Mais l’esprit de la petite fille est ailleurs. Et dans ce petit coin de paradis (une mare et une petite falaise) vers lequel elle ne cesse de revenir presque par propitiation, elle retrouvera le "chien" alien sans nez, à la tête plate, et à la gueule (ou bouche) aux trois lèvres... mais qui au lieu de dévorer tel un charognard le cadavre de l’oisillon-soleil l’a ramené à la vie... tout comme il semble avoir réparé le drone volant qui s’était crashé dans l’épisode précédent. Désireuse d’annoncer la grande nouvelle à ses parents, elle découvrira son domicile en deuil, le corps de son frère défunt gisant dans la pièce principale !
Va-t-elle faire appel au "strange dog" pour le "ressusciter" ?
À moins que sur cette exoplanète, où les lois naturelles semblent bien différentes (sous l’effet de la protomolécule) mais pas pour autant les lois physiques, serait-ce une vie contre une vie, comme dans les séries Millennium 1996 et Carnivàle ?
Pourtant tel Janus, c’est manifestement cette même colonie de Laconia qui fournit de l’équipement expérimental ou alien, en l’occurrence RSRG-6 (une arme de destruction massive ?) à Inaros à travers le Ring (que la Free Navy contrôle toujours...).

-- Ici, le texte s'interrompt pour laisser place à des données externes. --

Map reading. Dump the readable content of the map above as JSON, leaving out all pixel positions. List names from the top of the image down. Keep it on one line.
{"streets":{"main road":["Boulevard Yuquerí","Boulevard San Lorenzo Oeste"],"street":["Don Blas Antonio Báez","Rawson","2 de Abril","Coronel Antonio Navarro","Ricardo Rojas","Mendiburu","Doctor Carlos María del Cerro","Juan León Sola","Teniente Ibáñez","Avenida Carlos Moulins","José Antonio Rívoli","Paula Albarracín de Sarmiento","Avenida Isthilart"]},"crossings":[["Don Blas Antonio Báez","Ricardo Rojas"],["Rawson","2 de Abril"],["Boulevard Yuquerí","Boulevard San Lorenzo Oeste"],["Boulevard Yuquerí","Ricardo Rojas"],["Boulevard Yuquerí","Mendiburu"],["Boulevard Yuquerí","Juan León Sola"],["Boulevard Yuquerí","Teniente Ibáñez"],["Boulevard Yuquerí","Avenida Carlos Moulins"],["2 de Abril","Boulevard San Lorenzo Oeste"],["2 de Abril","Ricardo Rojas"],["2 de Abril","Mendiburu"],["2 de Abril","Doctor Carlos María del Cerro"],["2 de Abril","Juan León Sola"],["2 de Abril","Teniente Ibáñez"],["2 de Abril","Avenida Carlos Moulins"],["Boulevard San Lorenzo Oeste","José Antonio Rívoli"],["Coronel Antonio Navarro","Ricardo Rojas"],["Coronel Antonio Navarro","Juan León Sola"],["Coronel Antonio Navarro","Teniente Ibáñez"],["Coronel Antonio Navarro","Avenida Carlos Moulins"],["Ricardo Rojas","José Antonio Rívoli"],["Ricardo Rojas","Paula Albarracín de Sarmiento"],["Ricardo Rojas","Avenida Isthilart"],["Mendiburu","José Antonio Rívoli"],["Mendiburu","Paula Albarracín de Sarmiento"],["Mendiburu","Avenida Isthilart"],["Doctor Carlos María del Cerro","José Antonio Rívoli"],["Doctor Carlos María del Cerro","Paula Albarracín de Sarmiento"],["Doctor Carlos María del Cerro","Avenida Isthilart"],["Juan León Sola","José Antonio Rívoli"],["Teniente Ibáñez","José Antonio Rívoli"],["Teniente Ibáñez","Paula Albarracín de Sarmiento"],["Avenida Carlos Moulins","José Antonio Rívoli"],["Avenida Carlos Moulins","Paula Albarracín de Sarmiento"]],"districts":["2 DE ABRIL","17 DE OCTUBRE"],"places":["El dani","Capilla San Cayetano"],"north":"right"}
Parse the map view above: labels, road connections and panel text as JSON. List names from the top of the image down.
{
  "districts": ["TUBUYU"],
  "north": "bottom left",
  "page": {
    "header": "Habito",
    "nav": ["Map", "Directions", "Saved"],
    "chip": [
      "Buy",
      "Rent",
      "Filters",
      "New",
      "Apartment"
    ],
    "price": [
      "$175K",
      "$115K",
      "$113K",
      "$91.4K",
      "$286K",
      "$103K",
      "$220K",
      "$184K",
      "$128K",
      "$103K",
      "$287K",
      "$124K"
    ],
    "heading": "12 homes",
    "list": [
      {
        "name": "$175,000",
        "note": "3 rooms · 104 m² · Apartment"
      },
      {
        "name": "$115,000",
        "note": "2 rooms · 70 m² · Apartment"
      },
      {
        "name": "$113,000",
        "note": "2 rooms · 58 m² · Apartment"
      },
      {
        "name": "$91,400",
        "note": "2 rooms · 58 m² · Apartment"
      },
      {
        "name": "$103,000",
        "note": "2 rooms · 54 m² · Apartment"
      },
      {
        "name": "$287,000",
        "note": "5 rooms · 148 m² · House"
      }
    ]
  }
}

Les vastes bases de données fournies à Holden par Bobbie (via la secrétaire générale) permettent à la scientifique Naomi d’esquisser un schéma récurrent présidant à la disparition annulaire des vaisseaux. Selon elle, le phénomène (apparenté analogiquement à des trous qui s’ouvriraient momentanément durant le transit) ne touche pas seulement l’Anneau de Laconia, mais tous les autres, quoique de façon séquentielle (par grappes ou clusters).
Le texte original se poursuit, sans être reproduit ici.